Mycelium Husk
A humanoid body — most often a monk or an adventurer — dead but walking, puppeted by the pale mycelium of the Gestalt. The husk wears its old clothes and old gear, and from a distance can pass for a person at rest. Up close, the mouth tends to hang open, the eye sockets are hollow with fine pale fibers feathering out around the orbits, and the skin has the wet, oil-slick sheen of something kept just below the surface of decay.

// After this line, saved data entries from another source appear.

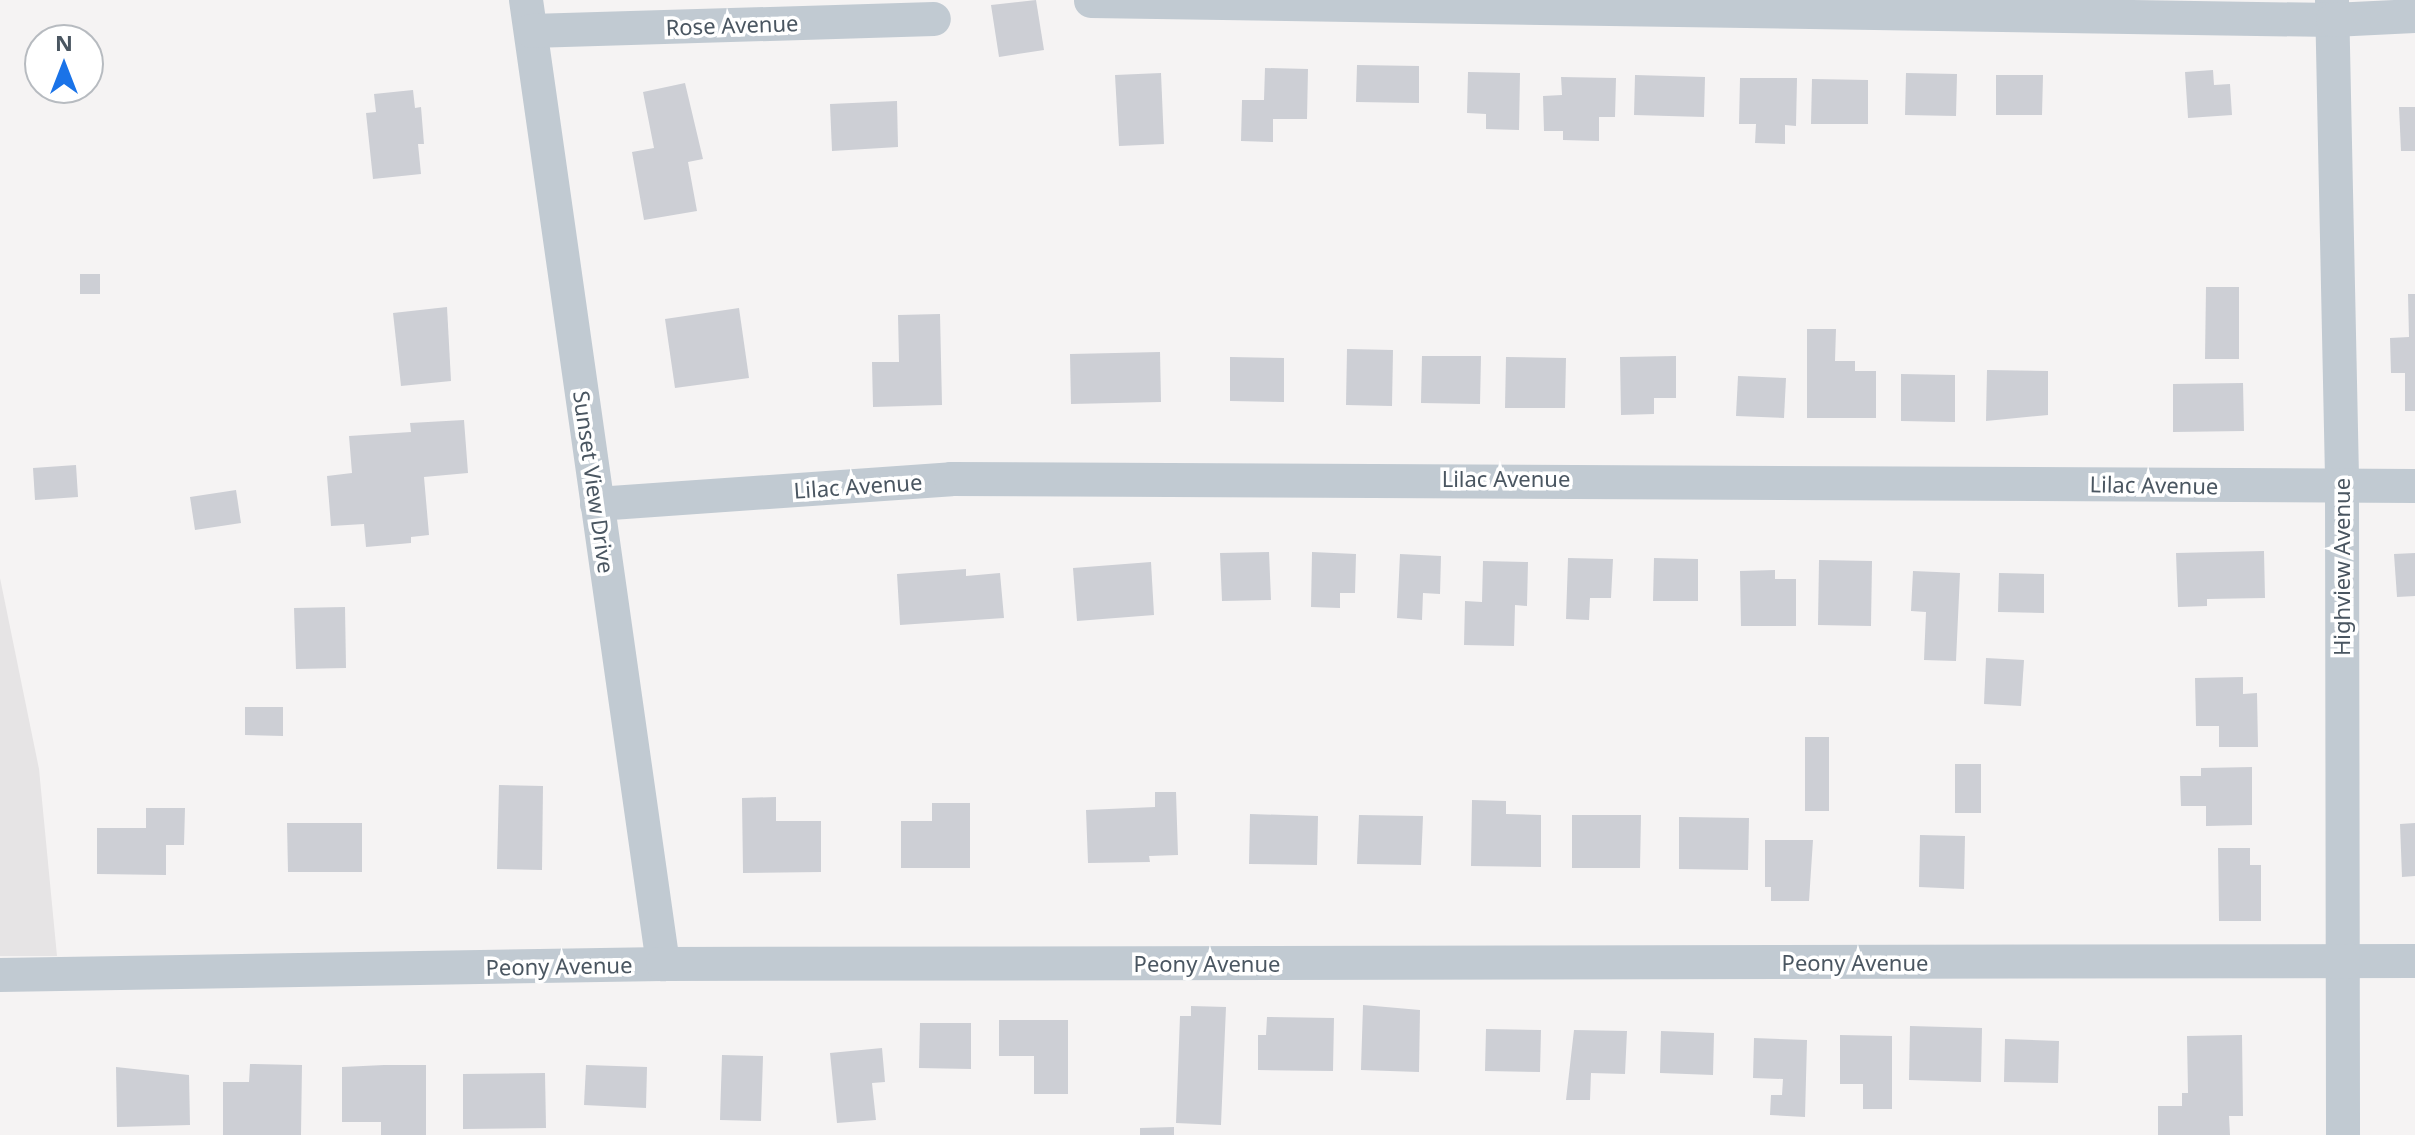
<!DOCTYPE html>
<html>
<head>
<meta charset="utf-8">
<style>
	body { margin:0 }
	#map { position:relative; width:2415px; height:1135px; overflow:hidden; background:#f5f3f3; font-family:"Noto Sans",sans-serif }
	div>[style] { position:absolute }
	.education>* { inset:0; background:#e6e4e5 }
	.building>* { inset:0; background:#cdcfd5 }
	.street>* { height:34px; margin:-17px; padding:0 17px; transform-origin:17px; border-radius:17px; background:#c1cad2 }
	span { translate:-50% -50%; white-space:nowrap; text-align:center; line-height:1.15; -webkit-text-stroke:7px #fff; paint-order:stroke }
	.street-label { font-size:22px; color:#4a5661 }
	.north { position:absolute; left:24px; top:24px; width:80px; height:80px; box-sizing:border-box; background:#fff; border:2px solid #b7bbc0; border-radius:50%; rotate:0deg; font-size:22px; font-weight:700; line-height:32px; text-align:center; color:#4a5661 }
	.north::after { content:''; display:block; margin:auto; width:28px; height:36px; background:#1a73e8; clip-path:polygon(50% 0,100% 100%,50% 72%,0 100%) }
</style>
</head>
<body>
<div id="map">
	<div class="education">
		<i style="clip-path:polygon(0 578px,39px 769px,57px 956px,0 956px)"></i>
	</div>
	<div class="building">
		<i style="clip-path:polygon(1036px 0,1044px 50px,999px 57px,991px 5px)"></i>
		<i style="clip-path:polygon(1357px 65px,1419px 66px,1419px 103px,1356px 102px)"></i>
		<i style="clip-path:polygon(1265px 68px,1308px 69px,1307px 119px,1273px 119px,1273px 142px,1241px 141px,1242px 100px,1264px 100px)"></i>
		<i style="clip-path:polygon(2213px 70px,2214px 85px,2230px 84px,2232px 115px,2188px 118px,2185px 72px)"></i>
		<i style="clip-path:polygon(1468px 72px,1520px 73px,1519px 130px,1486px 129px,1486px 114px,1467px 113px)"></i>
		<i style="clip-path:polygon(1161px 73px,1164px 144px,1119px 146px,1115px 75px)"></i>
		<i style="clip-path:polygon(1906px 73px,1957px 74px,1956px 116px,1905px 115px)"></i>
		<i style="clip-path:polygon(1635px 75px,1705px 77px,1704px 117px,1634px 115px)"></i>
		<i style="clip-path:polygon(1996px 75px,2043px 75px,2042px 115px,1996px 115px)"></i>
		<i style="clip-path:polygon(1561px 77px,1616px 78px,1615px 117px,1599px 117px,1599px 141px,1563px 140px,1563px 131px,1544px 131px,1543px 96px,1562px 95px)"></i>
		<i style="clip-path:polygon(1740px 78px,1797px 78px,1796px 126px,1785px 125px,1785px 144px,1755px 143px,1756px 124px,1739px 124px)"></i>
		<i style="clip-path:polygon(1812px 79px,1868px 80px,1868px 124px,1811px 124px)"></i>
		<i style="clip-path:polygon(685px 83px,703px 159px,688px 162px,697px 211px,644px 220px,632px 152px,654px 148px,643px 92px)"></i>
		<i style="clip-path:polygon(413px 90px,415px 108px,421px 107px,424px 144px,418px 144px,421px 174px,373px 179px,366px 113px,376px 112px,374px 94px)"></i>
		<i style="clip-path:polygon(897px 101px,898px 147px,832px 151px,830px 104px)"></i>
		<i style="clip-path:polygon(2399px 107px,2415px 107px,2415px 151px,2401px 151px)"></i>
		<i style="clip-path:polygon(80px 274px,100px 274px,100px 294px,80px 294px)"></i>
		<i style="clip-path:polygon(2206px 287px,2239px 287px,2239px 359px,2205px 359px)"></i>
		<i style="clip-path:polygon(2408px 294px,2415px 294px,2415px 411px,2405px 411px,2405px 373px,2391px 373px,2390px 338px,2409px 337px)"></i>
		<i style="clip-path:polygon(447px 307px,451px 381px,401px 386px,393px 313px)"></i>
		<i style="clip-path:polygon(739px 308px,749px 378px,675px 388px,665px 319px)"></i>
		<i style="clip-path:polygon(940px 314px,942px 405px,873px 407px,872px 362px,899px 362px,898px 315px)"></i>
		<i style="clip-path:polygon(1807px 329px,1836px 329px,1835px 361px,1855px 361px,1855px 371px,1876px 371px,1876px 418px,1807px 418px)"></i>
		<i style="clip-path:polygon(1347px 349px,1393px 350px,1392px 406px,1346px 405px)"></i>
		<i style="clip-path:polygon(1160px 352px,1161px 402px,1071px 404px,1070px 354px)"></i>
		<i style="clip-path:polygon(1422px 356px,1481px 356px,1480px 404px,1421px 403px)"></i>
		<i style="clip-path:polygon(1676px 356px,1676px 398px,1654px 398px,1654px 414px,1621px 415px,1620px 357px)"></i>
		<i style="clip-path:polygon(1230px 357px,1284px 358px,1284px 402px,1230px 401px)"></i>
		<i style="clip-path:polygon(1506px 357px,1566px 358px,1565px 408px,1505px 408px)"></i>
		<i style="clip-path:polygon(1987px 370px,2048px 371px,2048px 415px,1986px 421px)"></i>
		<i style="clip-path:polygon(1901px 374px,1955px 375px,1955px 422px,1901px 421px)"></i>
		<i style="clip-path:polygon(1738px 376px,1786px 378px,1784px 418px,1736px 416px)"></i>
		<i style="clip-path:polygon(2243px 383px,2244px 431px,2173px 432px,2173px 384px)"></i>
		<i style="clip-path:polygon(464px 420px,468px 473px,424px 477px,429px 535px,411px 537px,411px 543px,366px 547px,364px 524px,331px 526px,327px 476px,352px 473px,349px 436px,411px 432px,410px 423px)"></i>
		<i style="clip-path:polygon(76px 465px,78px 497px,35px 500px,33px 468px)"></i>
		<i style="clip-path:polygon(236px 490px,241px 523px,195px 530px,190px 497px)"></i>
		<i style="clip-path:polygon(2264px 551px,2265px 598px,2207px 599px,2207px 606px,2178px 607px,2176px 553px)"></i>
		<i style="clip-path:polygon(1269px 552px,1271px 600px,1222px 601px,1220px 553px)"></i>
		<i style="clip-path:polygon(1312px 552px,1356px 554px,1355px 593px,1340px 593px,1340px 608px,1311px 607px)"></i>
		<i style="clip-path:polygon(2415px 553px,2415px 596px,2397px 597px,2394px 554px)"></i>
		<i style="clip-path:polygon(1400px 554px,1441px 556px,1440px 594px,1423px 593px,1422px 620px,1397px 618px)"></i>
		<i style="clip-path:polygon(1568px 558px,1613px 559px,1611px 598px,1590px 598px,1589px 620px,1566px 619px)"></i>
		<i style="clip-path:polygon(1654px 558px,1698px 559px,1698px 601px,1653px 601px)"></i>
		<i style="clip-path:polygon(1819px 560px,1872px 561px,1871px 626px,1818px 625px)"></i>
		<i style="clip-path:polygon(1483px 561px,1528px 562px,1527px 606px,1515px 605px,1514px 646px,1464px 645px,1465px 601px,1482px 602px)"></i>
		<i style="clip-path:polygon(1151px 562px,1154px 615px,1077px 621px,1073px 568px)"></i>
		<i style="clip-path:polygon(966px 569px,966px 576px,1000px 573px,1004px 618px,900px 625px,897px 574px)"></i>
		<i style="clip-path:polygon(1775px 570px,1775px 579px,1796px 579px,1796px 626px,1741px 626px,1740px 571px)"></i>
		<i style="clip-path:polygon(1913px 571px,1960px 573px,1956px 661px,1924px 660px,1926px 612px,1911px 611px)"></i>
		<i style="clip-path:polygon(1999px 573px,2044px 574px,2044px 613px,1998px 612px)"></i>
		<i style="clip-path:polygon(345px 607px,346px 668px,296px 669px,294px 608px)"></i>
		<i style="clip-path:polygon(1986px 658px,2024px 660px,2021px 706px,1984px 704px)"></i>
		<i style="clip-path:polygon(2243px 677px,2243px 694px,2257px 693px,2258px 747px,2219px 747px,2219px 726px,2196px 726px,2195px 678px)"></i>
		<i style="clip-path:polygon(245px 707px,283px 707px,283px 736px,245px 735px)"></i>
		<i style="clip-path:polygon(1805px 737px,1829px 737px,1829px 811px,1805px 811px)"></i>
		<i style="clip-path:polygon(1955px 764px,1981px 764px,1981px 813px,1955px 813px)"></i>
		<i style="clip-path:polygon(2252px 767px,2252px 825px,2206px 826px,2206px 806px,2181px 806px,2180px 776px,2201px 776px,2201px 768px)"></i>
		<i style="clip-path:polygon(499px 785px,543px 786px,542px 870px,497px 869px)"></i>
		<i style="clip-path:polygon(1155px 792px,1176px 792px,1178px 855px,1149px 856px,1150px 862px,1088px 863px,1086px 810px,1155px 807px)"></i>
		<i style="clip-path:polygon(776px 797px,776px 821px,821px 821px,821px 872px,743px 873px,742px 798px)"></i>
		<i style="clip-path:polygon(1472px 800px,1506px 801px,1506px 814px,1541px 815px,1541px 867px,1471px 866px)"></i>
		<i style="clip-path:polygon(932px 803px,970px 803px,970px 868px,901px 868px,901px 821px,932px 821px)"></i>
		<i style="clip-path:polygon(146px 808px,185px 808px,184px 845px,166px 845px,166px 875px,97px 874px,97px 828px,146px 828px)"></i>
		<i style="clip-path:polygon(1250px 814px,1318px 816px,1317px 865px,1249px 864px)"></i>
		<i style="clip-path:polygon(1359px 815px,1423px 816px,1421px 865px,1357px 864px)"></i>
		<i style="clip-path:polygon(1572px 815px,1641px 815px,1640px 868px,1572px 868px)"></i>
		<i style="clip-path:polygon(1679px 817px,1749px 818px,1748px 870px,1679px 869px)"></i>
		<i style="clip-path:polygon(287px 823px,362px 823px,362px 872px,288px 872px)"></i>
		<i style="clip-path:polygon(2415px 823px,2415px 876px,2402px 877px,2400px 824px)"></i>
		<i style="clip-path:polygon(1920px 835px,1965px 836px,1964px 889px,1919px 887px)"></i>
		<i style="clip-path:polygon(1765px 840px,1813px 840px,1809px 901px,1771px 901px,1771px 887px,1765px 887px)"></i>
		<i style="clip-path:polygon(2218px 848px,2250px 848px,2250px 865px,2261px 865px,2261px 921px,2219px 921px)"></i>
		<i style="clip-path:polygon(1363px 1005px,1420px 1010px,1419px 1072px,1361px 1070px)"></i>
		<i style="clip-path:polygon(1191px 1006px,1226px 1007px,1221px 1125px,1176px 1123px,1180px 1016px,1191px 1016px)"></i>
		<i style="clip-path:polygon(1267px 1017px,1334px 1018px,1333px 1071px,1258px 1070px,1258px 1035px,1266px 1035px)"></i>
		<i style="clip-path:polygon(999px 1020px,1068px 1020px,1068px 1094px,1034px 1094px,1034px 1056px,999px 1056px)"></i>
		<i style="clip-path:polygon(920px 1023px,971px 1023px,971px 1069px,919px 1068px)"></i>
		<i style="clip-path:polygon(1910px 1026px,1982px 1028px,1981px 1082px,1909px 1080px)"></i>
		<i style="clip-path:polygon(1486px 1029px,1541px 1030px,1540px 1072px,1485px 1071px)"></i>
		<i style="clip-path:polygon(1574px 1030px,1627px 1031px,1625px 1074px,1591px 1073px,1590px 1100px,1566px 1100px)"></i>
		<i style="clip-path:polygon(1661px 1031px,1714px 1033px,1713px 1075px,1660px 1073px)"></i>
		<i style="clip-path:polygon(1840px 1035px,1892px 1036px,1892px 1109px,1863px 1109px,1863px 1084px,1840px 1084px)"></i>
		<i style="clip-path:polygon(2242px 1035px,2243px 1116px,2229px 1116px,2230px 1135px,2158px 1135px,2158px 1106px,2182px 1106px,2182px 1093px,2188px 1093px,2187px 1036px)"></i>
		<i style="clip-path:polygon(1754px 1038px,1807px 1040px,1805px 1117px,1770px 1115px,1771px 1095px,1782px 1095px,1783px 1079px,1753px 1078px)"></i>
		<i style="clip-path:polygon(2005px 1039px,2059px 1041px,2058px 1083px,2004px 1082px)"></i>
		<i style="clip-path:polygon(882px 1048px,885px 1082px,872px 1083px,876px 1120px,837px 1123px,830px 1053px)"></i>
		<i style="clip-path:polygon(722px 1055px,763px 1056px,761px 1121px,720px 1120px)"></i>
		<i style="clip-path:polygon(250px 1064px,302px 1065px,301px 1135px,223px 1135px,223px 1082px,249px 1082px)"></i>
		<i style="clip-path:polygon(384px 1065px,426px 1065px,426px 1135px,381px 1135px,381px 1122px,342px 1122px,342px 1067px)"></i>
		<i style="clip-path:polygon(586px 1065px,647px 1067px,646px 1108px,584px 1105px)"></i>
		<i style="clip-path:polygon(116px 1067px,189px 1075px,190px 1125px,117px 1127px)"></i>
		<i style="clip-path:polygon(545px 1073px,546px 1128px,463px 1129px,463px 1074px)"></i>
		<i style="clip-path:polygon(1174px 1127px,1174px 1135px,1140px 1135px,1140px 1128px)"></i>
	</div>
	<div class="street">
		<i style="left:526px;top:0;width:974px;rotate:81.91deg"></i>
		<i style="left:2332px;top:0;width:488px;rotate:88.8deg"></i>
		<i style="left:2342px;top:488px;width:647px;rotate:89.91deg"></i>
		<i style="left:1091px;top:1px;width:1242px;rotate:0.88deg"></i>
		<i style="left:2333px;top:20px;width:82px;rotate:-2.8deg"></i>
		<i style="left:531px;top:31px;width:403px;rotate:-1.7deg"></i>
		<i style="left:597px;top:504px;width:355px;rotate:-4deg"></i>
		<i style="left:951px;top:479px;width:1464px;rotate:0.27deg"></i>
		<i style="left:0;top:975px;width:663px;rotate:-0.95deg"></i>
		<i style="left:663px;top:964px;width:1752px;rotate:-0.1deg"></i>
	</div>
	<div class="street-label">
		<span style="left:732px;top:25px;rotate:-2deg">Rose Avenue</span>
		<span style="left:1506px;top:479px">Lilac Avenue</span>
		<span style="left:594px;top:482px;rotate:82deg">Sunset View Drive</span>
		<span style="left:2154px;top:485px;rotate:1deg">Lilac Avenue</span>
		<span style="left:858px;top:486px;rotate:-4deg">Lilac Avenue</span>
		<span style="left:2342px;top:567px;rotate:-90deg">Highview Avenue</span>
		<span style="left:1855px;top:963px">Peony Avenue</span>
		<span style="left:1207px;top:964px">Peony Avenue</span>
		<span style="left:559px;top:966px;rotate:-1deg">Peony Avenue</span>
	</div>
	<div class="north">N</div>
</div>
</body>
</html>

In motion the husks mirror each other — small tilts of the head, parallel swings of the arm, as if they share a single body of attention somewhere off-stage. The Gestalt watches through them. It will, given the chance, animate any cloth on the husk into a more useful form — a monk's rosary becomes an improvised set of reins; a sailor's belt becomes a sling — and is capable of riding any mount the body has access to. Husks do not flinch from wounds and do not stop when limbs are removed; the mycelium peels off the body when it falls and seeks a new host nearby.
Encountered:
- One monk-husk and one woman-husk in leather armor stood inside the iron door of the monastery's inner chamber, very close to the entrance. The party fought them in the library beyond.
- Ten to fifteen cocooned bodies — monks of the Order of the Long Death and pirates of an old Brakamite expedition — were preserved in the head of the Gestalt's biomass. None of them had walked yet.
Fire is uncomfortable to the mycelium and will keep it from advancing, but does not destroy the husk. Killing the body and killing the strain are different problems.